- REQUIRED ACTION -
Copy each line from the data that has the word "roads" in it.

- Collected data entries -
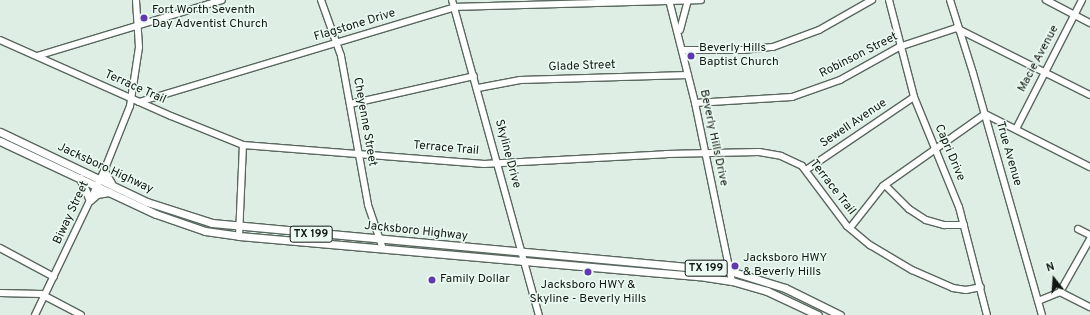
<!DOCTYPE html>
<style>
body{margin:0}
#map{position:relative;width:1090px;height:315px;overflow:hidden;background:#deeee4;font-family:Overpass,sans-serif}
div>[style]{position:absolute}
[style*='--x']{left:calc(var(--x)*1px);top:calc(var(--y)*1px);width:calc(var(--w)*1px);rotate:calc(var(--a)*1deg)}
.roads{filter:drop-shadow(1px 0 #59675f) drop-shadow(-1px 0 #59675f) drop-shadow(0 1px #59675f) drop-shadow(0 -1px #59675f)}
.minor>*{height:6px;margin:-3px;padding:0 3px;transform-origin:3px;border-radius:3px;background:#fff}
.major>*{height:7px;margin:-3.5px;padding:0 3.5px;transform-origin:3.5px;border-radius:3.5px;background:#fff}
.dots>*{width:11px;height:11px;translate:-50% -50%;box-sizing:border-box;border:2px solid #ecfbf2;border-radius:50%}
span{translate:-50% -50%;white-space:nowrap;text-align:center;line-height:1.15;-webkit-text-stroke:3px #ecfbf2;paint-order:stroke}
.shield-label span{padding:1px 3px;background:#ecfbf2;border:1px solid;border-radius:3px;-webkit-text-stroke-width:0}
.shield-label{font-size:11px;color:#121714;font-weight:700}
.poi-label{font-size:12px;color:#121714}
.left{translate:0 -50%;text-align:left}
.street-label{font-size:12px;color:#121714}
.north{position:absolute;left:1034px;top:259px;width:40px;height:40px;-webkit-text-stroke:3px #ecfbf2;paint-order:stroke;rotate:343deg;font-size:11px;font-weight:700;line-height:16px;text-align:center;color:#121714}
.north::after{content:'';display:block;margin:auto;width:14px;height:18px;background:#121714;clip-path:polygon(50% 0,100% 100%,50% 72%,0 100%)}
</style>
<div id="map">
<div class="roads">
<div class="minor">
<div style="--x:321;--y:0;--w:59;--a:70.3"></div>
<div style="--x:341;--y:56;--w:151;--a:79.7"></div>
<div style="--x:368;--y:205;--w:46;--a:71.2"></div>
<div style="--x:452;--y:0;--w:327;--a:74.6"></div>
<div style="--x:669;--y:0;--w:106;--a:75.8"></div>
<div style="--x:695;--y:103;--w:182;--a:78.3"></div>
<div style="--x:889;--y:0;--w:100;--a:75.5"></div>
<div style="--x:914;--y:97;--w:119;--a:67.8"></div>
<div style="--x:959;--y:207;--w:112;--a:75.5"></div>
<div style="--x:950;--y:0;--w:77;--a:72.5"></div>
<div style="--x:973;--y:73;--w:252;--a:74.1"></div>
<div style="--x:1046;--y:0;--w:50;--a:27.6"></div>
<div style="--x:680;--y:30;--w:31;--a:-75"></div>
<div style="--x:0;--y:40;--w:187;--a:24"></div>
<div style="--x:171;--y:116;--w:78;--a:21.9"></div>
<div style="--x:243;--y:145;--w:242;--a:4.5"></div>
<div style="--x:484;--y:164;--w:182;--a:-3.1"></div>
<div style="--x:666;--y:154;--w:93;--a:-1.2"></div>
<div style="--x:759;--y:152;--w:22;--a:10"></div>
<div style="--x:781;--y:156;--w:23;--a:25"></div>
<div style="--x:802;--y:166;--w:75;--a:53.1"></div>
<div style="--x:847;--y:226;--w:30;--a:40"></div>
<div style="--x:870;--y:245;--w:49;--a:30.8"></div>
<div style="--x:912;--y:270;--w:45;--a:23.7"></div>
<div style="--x:953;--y:288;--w:13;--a:9"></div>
<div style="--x:966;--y:290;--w:15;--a:-11"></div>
<div style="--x:683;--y:50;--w:60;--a:0"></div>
<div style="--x:743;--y:50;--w:30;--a:-6"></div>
<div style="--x:773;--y:47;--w:49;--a:-20.3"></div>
<div style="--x:819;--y:30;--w:61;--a:-29.5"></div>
<div style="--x:37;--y:56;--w:193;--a:-16.8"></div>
<div style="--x:478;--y:88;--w:43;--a:-10.8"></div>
<div style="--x:520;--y:80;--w:168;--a:-1.7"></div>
<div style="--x:139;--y:102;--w:330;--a:-16.7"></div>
<div style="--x:455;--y:7;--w:246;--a:-1.6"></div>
<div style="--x:695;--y:103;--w:97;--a:-3.5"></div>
<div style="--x:792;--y:97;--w:51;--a:-19.5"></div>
<div style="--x:840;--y:80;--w:68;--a:-29.2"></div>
<div style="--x:899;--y:47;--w:60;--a:-18.4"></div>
<div style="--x:956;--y:28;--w:150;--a:26.6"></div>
<div style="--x:350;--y:104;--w:127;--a:-12.7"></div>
<div style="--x:1016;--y:129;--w:145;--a:-62.9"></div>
<div style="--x:806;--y:170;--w:130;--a:-34.1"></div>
<div style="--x:885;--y:185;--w:34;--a:45"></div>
<div style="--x:909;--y:209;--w:20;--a:33"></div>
<div style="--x:926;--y:220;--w:19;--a:16"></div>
<div style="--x:944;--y:225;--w:20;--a:0"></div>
<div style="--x:850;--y:228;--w:53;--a:-51.8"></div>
<div style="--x:883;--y:186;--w:125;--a:-35.2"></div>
<div style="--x:985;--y:114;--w:118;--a:26.8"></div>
<div style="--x:1078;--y:229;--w:13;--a:27"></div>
<div style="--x:239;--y:236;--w:91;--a:-87.5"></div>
<div style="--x:0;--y:248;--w:61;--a:28.2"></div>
<div style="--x:1060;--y:292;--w:34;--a:27"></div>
<div style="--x:0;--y:293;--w:41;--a:1.4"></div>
<div style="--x:41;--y:294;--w:45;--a:27.7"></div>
<div style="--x:1038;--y:301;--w:24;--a:-22"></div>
<div style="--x:1060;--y:292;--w:61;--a:-60.5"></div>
<div style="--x:35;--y:315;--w:160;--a:-64.4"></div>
<div style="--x:104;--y:171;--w:70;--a:-68.2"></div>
<div style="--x:130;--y:106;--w:60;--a:-81.3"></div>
<div style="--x:139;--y:47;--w:47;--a:-93.7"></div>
</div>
<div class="major">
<div style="--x:0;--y:132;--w:163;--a:25.5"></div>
<div style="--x:147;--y:202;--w:68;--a:17.9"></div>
<div style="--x:212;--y:223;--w:520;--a:5.29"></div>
<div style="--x:730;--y:271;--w:58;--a:17.2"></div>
<div style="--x:785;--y:288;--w:61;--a:26.1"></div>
<div style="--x:0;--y:141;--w:172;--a:25.1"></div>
<div style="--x:156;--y:214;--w:52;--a:19.1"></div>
<div style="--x:205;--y:231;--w:34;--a:8"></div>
<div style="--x:239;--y:236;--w:462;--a:5"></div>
<div style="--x:699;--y:276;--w:33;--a:9"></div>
<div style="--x:732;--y:281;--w:36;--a:16"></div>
<div style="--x:767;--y:291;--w:56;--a:25.2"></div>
<div style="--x:104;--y:171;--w:14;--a:60"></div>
<div style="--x:80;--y:178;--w:24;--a:66"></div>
<div style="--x:90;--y:200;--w:9;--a:-41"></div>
<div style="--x:97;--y:194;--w:12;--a:-9"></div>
</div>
</div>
<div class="dots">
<div style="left:144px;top:18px;background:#6238b0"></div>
<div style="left:691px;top:56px;background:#6238b0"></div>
<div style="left:735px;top:266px;background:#6238b0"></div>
<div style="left:588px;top:272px;background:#6238b0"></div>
<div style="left:432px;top:280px;background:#6238b0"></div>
</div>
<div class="shield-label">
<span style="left:311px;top:234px">TX 199</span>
<span style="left:706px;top:268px">TX 199</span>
</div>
<div class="poi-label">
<span class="left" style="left:152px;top:18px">Fort Worth Seventh<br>Day Adventist Church</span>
<span class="left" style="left:699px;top:56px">Beverly Hills<br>Baptist Church</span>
<span class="left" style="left:743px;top:266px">Jacksboro HWY<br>&amp; Beverly Hills</span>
<span class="left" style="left:440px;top:280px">Family Dollar</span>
<span style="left:588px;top:293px">Jacksboro HWY &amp;<br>Skyline - Beverly Hills</span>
</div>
<div class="street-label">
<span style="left:355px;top:26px;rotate:-17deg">Flagstone Drive</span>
<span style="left:859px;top:56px;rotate:-27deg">Robinson Street</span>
<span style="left:1039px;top:59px;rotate:-62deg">Macie Avenue</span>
<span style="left:582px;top:67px;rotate:-2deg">Glade Street</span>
<span style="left:135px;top:88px;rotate:24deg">Terrace Trail</span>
<span style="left:364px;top:122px;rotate:80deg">Cheyenne Street</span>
<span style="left:854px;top:124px;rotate:-34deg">Sewell Avenue</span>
<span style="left:713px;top:138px;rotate:78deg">Beverly Hills Drive</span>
<span style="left:446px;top:149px;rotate:5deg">Terrace Trail</span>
<span style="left:949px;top:153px;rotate:67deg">Capri Drive</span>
<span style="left:507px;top:154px;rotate:75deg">Skyline Drive</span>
<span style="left:1008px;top:154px;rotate:74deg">True Avenue</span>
<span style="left:105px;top:169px;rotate:25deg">Jacksboro Highway</span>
<span style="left:832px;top:188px;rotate:52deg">Terrace Trail</span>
<span style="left:72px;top:213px;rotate:-65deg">Biway Street</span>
<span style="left:416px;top:232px;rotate:6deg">Jacksboro Highway</span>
</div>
<div class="north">N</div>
</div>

- OUTPUT FOR THIS EXERCISE -
.roads{filter:drop-shadow(1px 0 #59675f) drop-shadow(-1px 0 #59675f) drop-shadow(0 1px #59675f) drop-shadow(0 -1px #59675f)}
<div class="roads">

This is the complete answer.